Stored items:
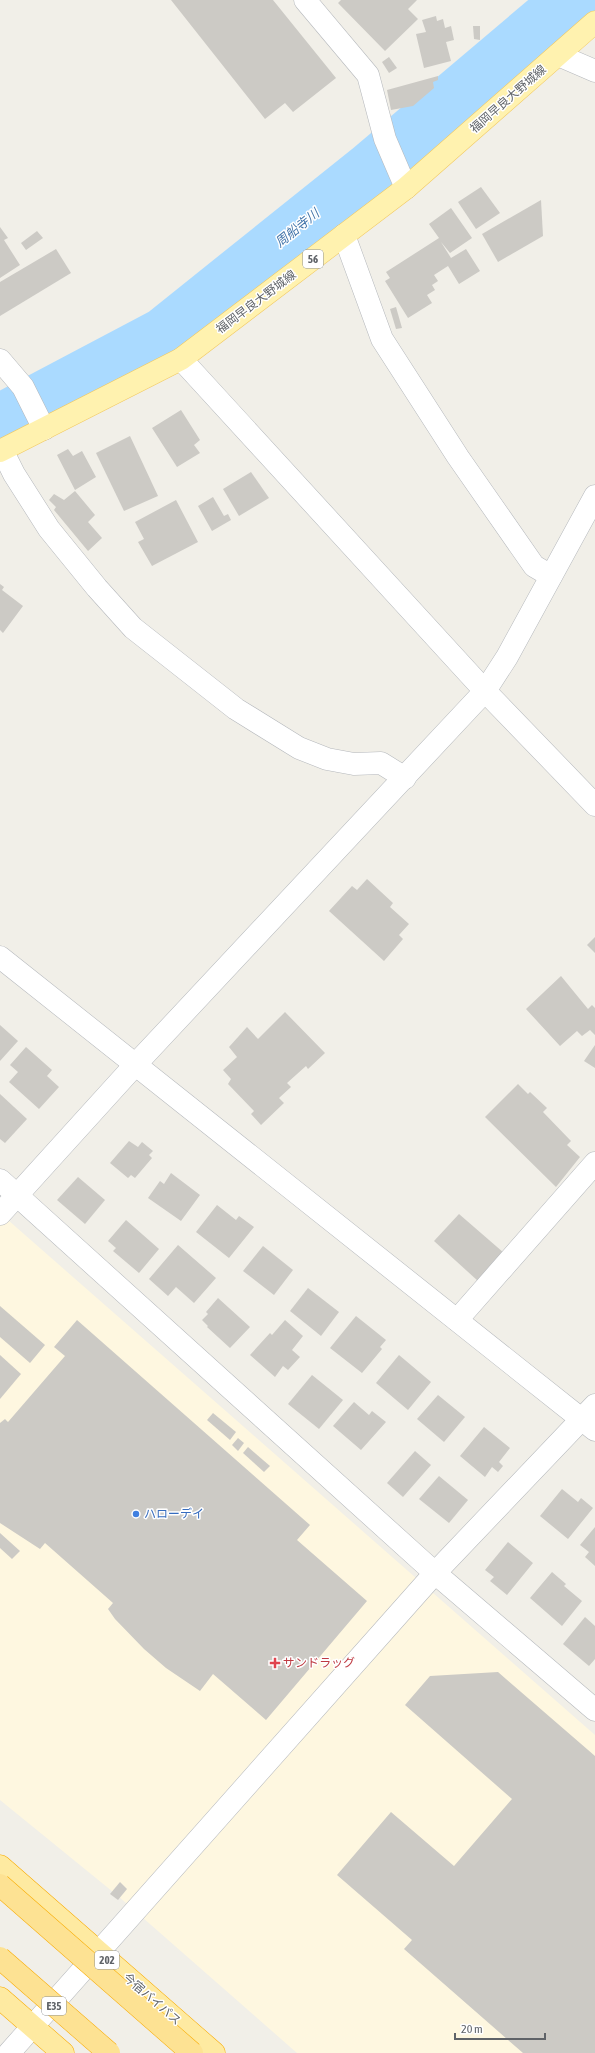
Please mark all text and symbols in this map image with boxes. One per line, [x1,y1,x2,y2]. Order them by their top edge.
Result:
street label: 福岡早良大野城線 [467,62,549,136]
water label: 周船寺川 [272,205,323,250]
road number: 56 [303,250,323,268]
street label: 福岡早良大野城線 [213,268,299,336]
place label: ハローデイ [144,1507,204,1521]
marker: ハローデイ [131,1509,141,1519]
place label: サンドラッグ [283,1656,355,1670]
marker: サンドラッグ [270,1658,280,1668]
road number: 202 [95,1951,119,1969]
street label: 今宿バイパス [120,1970,184,2028]
road number: E35 [42,1997,66,2015]
scale bar [455,2015,545,2041]
text: 20 m [461,2022,483,2036]

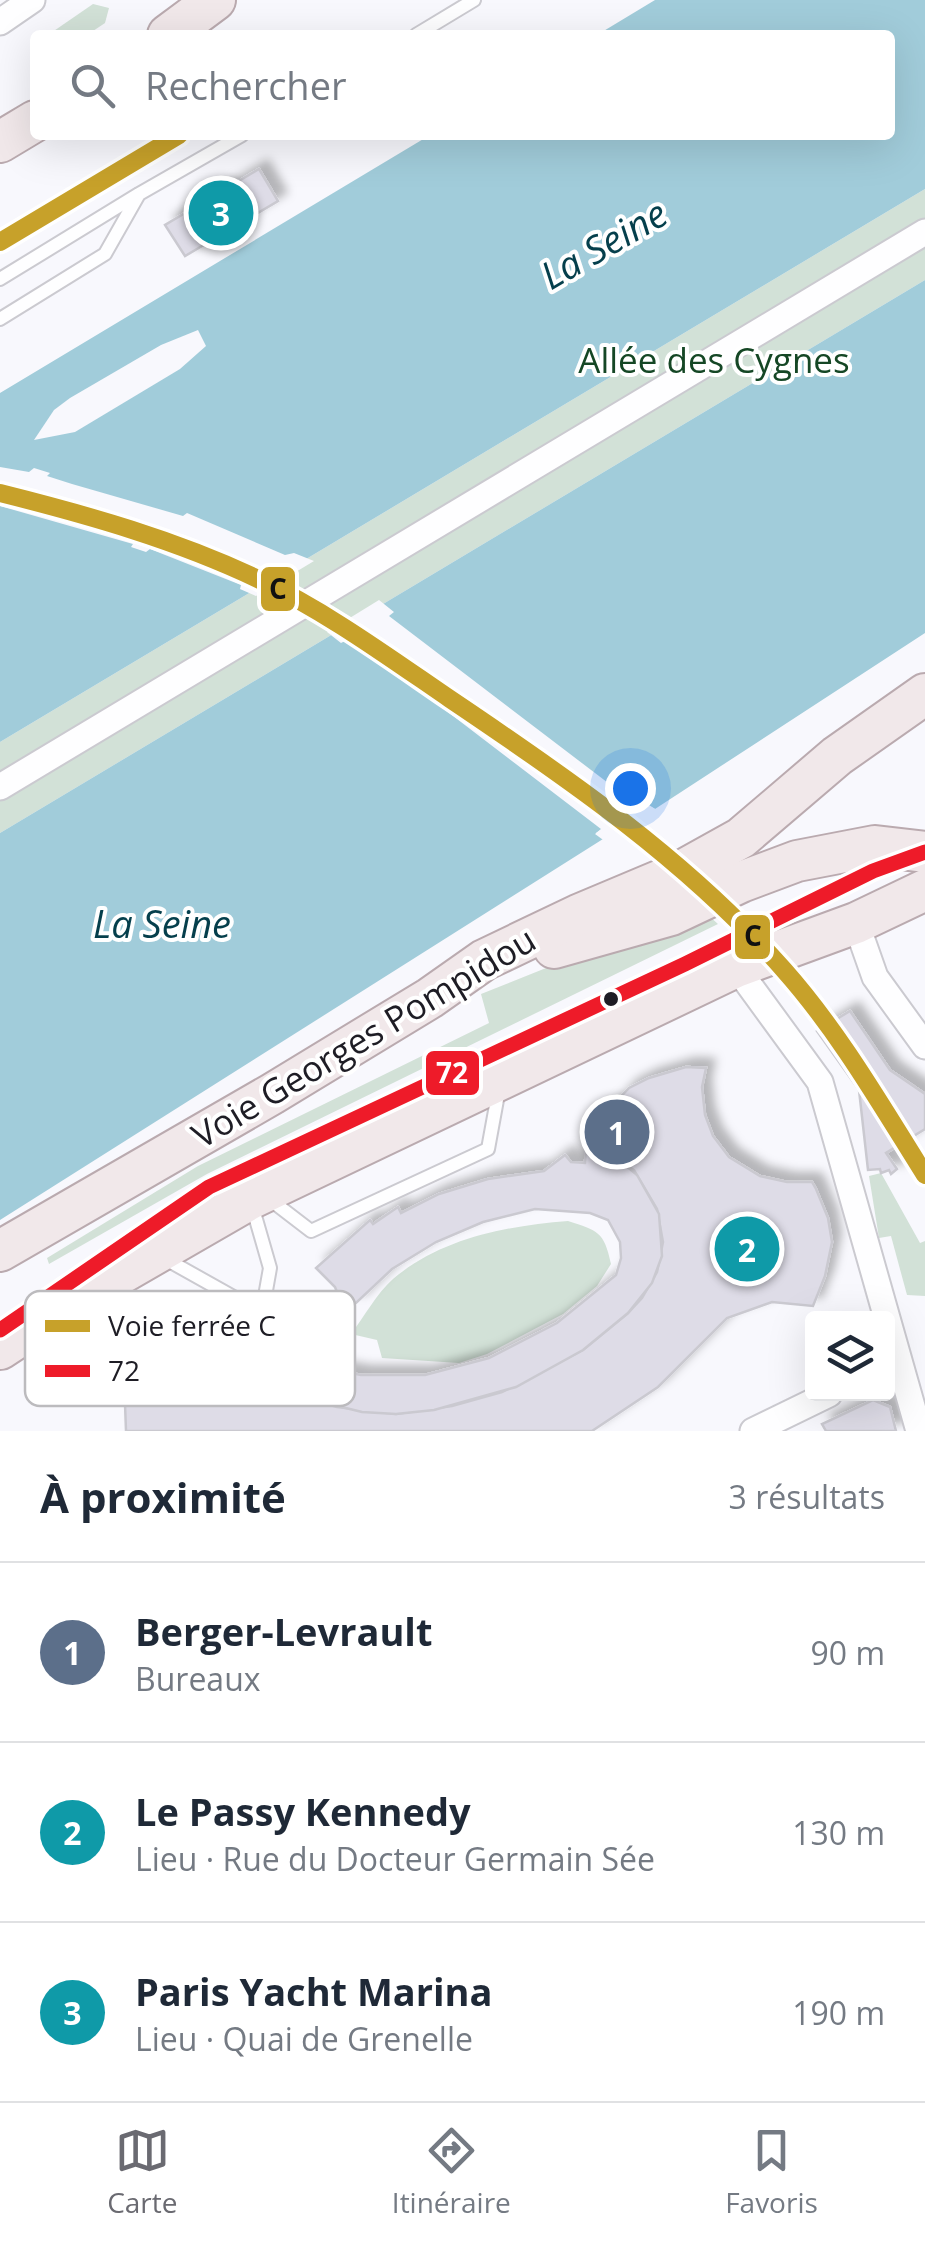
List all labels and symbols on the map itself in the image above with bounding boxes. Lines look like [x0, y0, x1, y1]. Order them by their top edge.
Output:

**What you should do:** Return every line from the one holding "List all labels" through the end of the data, exactly as it appears, with both ends kept and nothing else.

**Response below:**
List all labels and symbols on the map itself in the image above with bounding boxes. Lines look like [x0, y0, x1, y1]. Order them by their top edge.
Output:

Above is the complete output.